After RBC Capital Market analysts forecasted somewhat of a flat revenue growth in 2015 & 2016, First Solar Inc. (NASDAQ: FSLR) on the S&P 500 index (SPX) was the worst performing stock on Tuesday.
The analysts at RBC Capital Market that projected “flattish” revenue growth for First Solar over the next 2 years also argued that the company’s cost advantage is being somewhat eroded.
The RBC analysts downgraded the stock to an “underperform” status from “sector perform” and also dropped their price target from $54 to $34.
An RBC analyst, Mahesh Sanganeria, predicted a $1.37 per share earnings in 2016, on $3.4 billion revenue. This is down compared to earnings of $3.48 per share from analyst consensus on revenue of $4.1 billion.
Guidance from the company was for earnings of between $3.5 to $5 per share, on revenue of between $3.8 billion and $4.5 billion.
Sanganeria further added that with the high exposure the company has to utility scale type projects & the long-lead times and development cycles of the said projects, there is no anticipation for an upside surprise to the forecasted project revenue.

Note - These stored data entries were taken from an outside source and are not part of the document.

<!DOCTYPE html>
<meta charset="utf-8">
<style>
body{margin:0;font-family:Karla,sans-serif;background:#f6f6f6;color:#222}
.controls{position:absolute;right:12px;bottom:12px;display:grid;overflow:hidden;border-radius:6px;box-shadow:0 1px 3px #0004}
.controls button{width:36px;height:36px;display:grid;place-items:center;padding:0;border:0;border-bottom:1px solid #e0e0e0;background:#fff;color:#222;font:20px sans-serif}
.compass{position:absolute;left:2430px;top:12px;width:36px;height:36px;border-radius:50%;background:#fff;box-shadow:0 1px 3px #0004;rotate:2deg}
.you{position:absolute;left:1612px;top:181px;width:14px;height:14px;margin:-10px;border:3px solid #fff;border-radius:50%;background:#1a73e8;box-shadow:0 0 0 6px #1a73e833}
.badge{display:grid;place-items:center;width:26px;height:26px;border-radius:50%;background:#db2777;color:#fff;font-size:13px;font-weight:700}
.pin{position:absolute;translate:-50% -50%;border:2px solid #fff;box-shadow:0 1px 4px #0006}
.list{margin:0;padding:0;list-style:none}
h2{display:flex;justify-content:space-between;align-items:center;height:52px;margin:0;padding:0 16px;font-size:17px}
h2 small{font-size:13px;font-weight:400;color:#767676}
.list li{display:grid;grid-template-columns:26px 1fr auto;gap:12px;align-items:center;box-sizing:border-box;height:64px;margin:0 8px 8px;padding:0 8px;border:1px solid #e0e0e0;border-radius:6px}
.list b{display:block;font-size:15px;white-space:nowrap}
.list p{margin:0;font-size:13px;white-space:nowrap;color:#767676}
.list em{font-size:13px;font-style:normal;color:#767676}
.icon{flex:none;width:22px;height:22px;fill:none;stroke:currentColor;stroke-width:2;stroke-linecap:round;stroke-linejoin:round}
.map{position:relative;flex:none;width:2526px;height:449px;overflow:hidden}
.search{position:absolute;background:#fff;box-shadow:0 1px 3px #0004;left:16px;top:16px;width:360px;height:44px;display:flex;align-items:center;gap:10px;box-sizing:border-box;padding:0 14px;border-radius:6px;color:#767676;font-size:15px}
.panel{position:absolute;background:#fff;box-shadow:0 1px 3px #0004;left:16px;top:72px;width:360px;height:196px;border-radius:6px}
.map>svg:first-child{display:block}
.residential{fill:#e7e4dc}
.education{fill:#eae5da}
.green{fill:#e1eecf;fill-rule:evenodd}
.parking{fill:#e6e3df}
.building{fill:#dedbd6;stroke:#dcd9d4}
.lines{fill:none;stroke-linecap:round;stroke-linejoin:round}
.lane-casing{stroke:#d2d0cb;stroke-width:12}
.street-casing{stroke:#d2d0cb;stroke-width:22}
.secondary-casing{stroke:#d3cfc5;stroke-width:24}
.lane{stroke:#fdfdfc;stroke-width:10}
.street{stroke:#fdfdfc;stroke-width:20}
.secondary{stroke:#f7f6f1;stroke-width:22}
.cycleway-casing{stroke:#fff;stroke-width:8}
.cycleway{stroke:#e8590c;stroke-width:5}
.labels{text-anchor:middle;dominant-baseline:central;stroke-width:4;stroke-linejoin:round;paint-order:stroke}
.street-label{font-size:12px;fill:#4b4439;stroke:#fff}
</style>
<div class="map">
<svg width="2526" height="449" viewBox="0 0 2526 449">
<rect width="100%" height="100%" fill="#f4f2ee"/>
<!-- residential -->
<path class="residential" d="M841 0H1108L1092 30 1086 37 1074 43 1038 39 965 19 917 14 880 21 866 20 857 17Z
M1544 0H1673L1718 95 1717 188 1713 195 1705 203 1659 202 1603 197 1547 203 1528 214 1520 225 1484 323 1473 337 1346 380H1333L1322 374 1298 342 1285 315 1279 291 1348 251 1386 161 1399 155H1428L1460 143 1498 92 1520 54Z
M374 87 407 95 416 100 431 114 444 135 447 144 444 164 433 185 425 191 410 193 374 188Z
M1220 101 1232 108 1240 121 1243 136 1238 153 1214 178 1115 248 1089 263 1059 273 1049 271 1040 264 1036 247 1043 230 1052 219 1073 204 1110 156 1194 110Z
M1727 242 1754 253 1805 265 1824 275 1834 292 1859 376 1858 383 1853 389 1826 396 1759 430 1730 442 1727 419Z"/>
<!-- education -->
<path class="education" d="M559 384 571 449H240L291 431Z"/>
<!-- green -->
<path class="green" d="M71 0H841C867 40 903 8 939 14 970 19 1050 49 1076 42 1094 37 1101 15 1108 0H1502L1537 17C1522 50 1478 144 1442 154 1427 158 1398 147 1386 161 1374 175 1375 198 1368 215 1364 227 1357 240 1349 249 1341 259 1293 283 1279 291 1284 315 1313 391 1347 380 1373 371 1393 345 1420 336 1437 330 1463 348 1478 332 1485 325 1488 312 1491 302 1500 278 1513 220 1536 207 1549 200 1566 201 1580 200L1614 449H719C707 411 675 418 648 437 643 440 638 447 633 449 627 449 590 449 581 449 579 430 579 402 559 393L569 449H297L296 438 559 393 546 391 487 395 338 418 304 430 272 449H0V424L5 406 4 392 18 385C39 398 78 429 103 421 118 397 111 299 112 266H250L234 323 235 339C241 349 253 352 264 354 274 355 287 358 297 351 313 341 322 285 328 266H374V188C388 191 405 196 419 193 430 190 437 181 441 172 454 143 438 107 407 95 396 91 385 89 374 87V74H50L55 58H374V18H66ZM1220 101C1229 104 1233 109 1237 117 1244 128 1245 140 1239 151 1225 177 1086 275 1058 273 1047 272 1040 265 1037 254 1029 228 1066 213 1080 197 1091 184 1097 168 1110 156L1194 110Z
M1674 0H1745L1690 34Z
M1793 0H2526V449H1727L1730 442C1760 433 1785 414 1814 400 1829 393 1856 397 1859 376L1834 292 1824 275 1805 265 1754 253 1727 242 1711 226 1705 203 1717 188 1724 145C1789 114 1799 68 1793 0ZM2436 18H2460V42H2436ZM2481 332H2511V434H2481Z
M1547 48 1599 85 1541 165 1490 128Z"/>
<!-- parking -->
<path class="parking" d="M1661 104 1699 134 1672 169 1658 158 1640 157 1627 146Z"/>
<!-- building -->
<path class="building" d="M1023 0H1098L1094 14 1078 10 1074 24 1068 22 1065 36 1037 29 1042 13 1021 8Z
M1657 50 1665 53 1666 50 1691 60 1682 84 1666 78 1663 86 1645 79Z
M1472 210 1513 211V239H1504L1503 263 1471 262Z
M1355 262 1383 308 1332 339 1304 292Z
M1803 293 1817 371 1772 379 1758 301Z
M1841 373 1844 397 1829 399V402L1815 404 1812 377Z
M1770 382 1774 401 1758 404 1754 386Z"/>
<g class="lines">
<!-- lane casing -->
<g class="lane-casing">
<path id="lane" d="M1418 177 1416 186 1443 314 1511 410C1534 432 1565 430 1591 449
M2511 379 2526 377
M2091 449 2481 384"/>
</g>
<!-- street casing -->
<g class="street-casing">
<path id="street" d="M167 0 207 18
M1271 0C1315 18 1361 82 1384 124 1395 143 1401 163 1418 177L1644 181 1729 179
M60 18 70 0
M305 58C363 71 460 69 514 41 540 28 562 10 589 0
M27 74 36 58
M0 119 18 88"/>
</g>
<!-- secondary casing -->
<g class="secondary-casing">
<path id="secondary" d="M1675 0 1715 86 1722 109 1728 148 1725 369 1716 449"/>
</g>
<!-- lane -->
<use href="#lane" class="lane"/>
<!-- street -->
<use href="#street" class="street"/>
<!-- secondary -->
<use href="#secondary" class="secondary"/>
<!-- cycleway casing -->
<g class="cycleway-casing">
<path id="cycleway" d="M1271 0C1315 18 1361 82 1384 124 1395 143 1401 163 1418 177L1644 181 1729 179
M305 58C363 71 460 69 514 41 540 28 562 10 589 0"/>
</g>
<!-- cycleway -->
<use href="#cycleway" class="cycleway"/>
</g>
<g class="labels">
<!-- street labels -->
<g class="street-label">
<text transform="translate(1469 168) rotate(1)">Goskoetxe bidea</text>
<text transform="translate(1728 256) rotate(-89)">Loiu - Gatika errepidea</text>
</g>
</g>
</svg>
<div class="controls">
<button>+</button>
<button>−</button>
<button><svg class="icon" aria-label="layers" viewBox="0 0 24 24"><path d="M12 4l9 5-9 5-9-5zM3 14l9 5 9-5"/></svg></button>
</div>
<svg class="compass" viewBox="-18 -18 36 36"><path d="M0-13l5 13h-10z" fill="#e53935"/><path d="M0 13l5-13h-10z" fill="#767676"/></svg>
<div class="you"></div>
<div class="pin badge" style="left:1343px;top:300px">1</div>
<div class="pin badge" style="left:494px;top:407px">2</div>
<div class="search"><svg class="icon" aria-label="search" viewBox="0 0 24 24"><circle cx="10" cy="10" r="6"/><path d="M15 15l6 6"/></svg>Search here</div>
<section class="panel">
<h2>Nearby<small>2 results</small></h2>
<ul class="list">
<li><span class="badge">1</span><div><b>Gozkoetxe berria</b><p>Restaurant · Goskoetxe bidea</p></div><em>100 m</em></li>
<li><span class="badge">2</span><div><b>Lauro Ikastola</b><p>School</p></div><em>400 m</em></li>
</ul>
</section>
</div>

The company has managed to win large utility scale projects before due to the low costs of its cadmium telluride technologies used to produce their solar panels. However, the company now faces competition from businesses who manufacture crystalline silicone (C-Si).
Previously, the shortage of C-Si supply pushed the prices higher, making it less competitive, but with the huge decline in the polysilicon price & efficiency improvements in manufacturing, analysts predict that the production costs of C-Si modules will only be 2 cents above First Solar by the end 2015, said Mr. Sanganeria.
The company’s shares dropped 7% to trade at $51.04 on Tuesday, while seeing an almost 15% decline in the last year.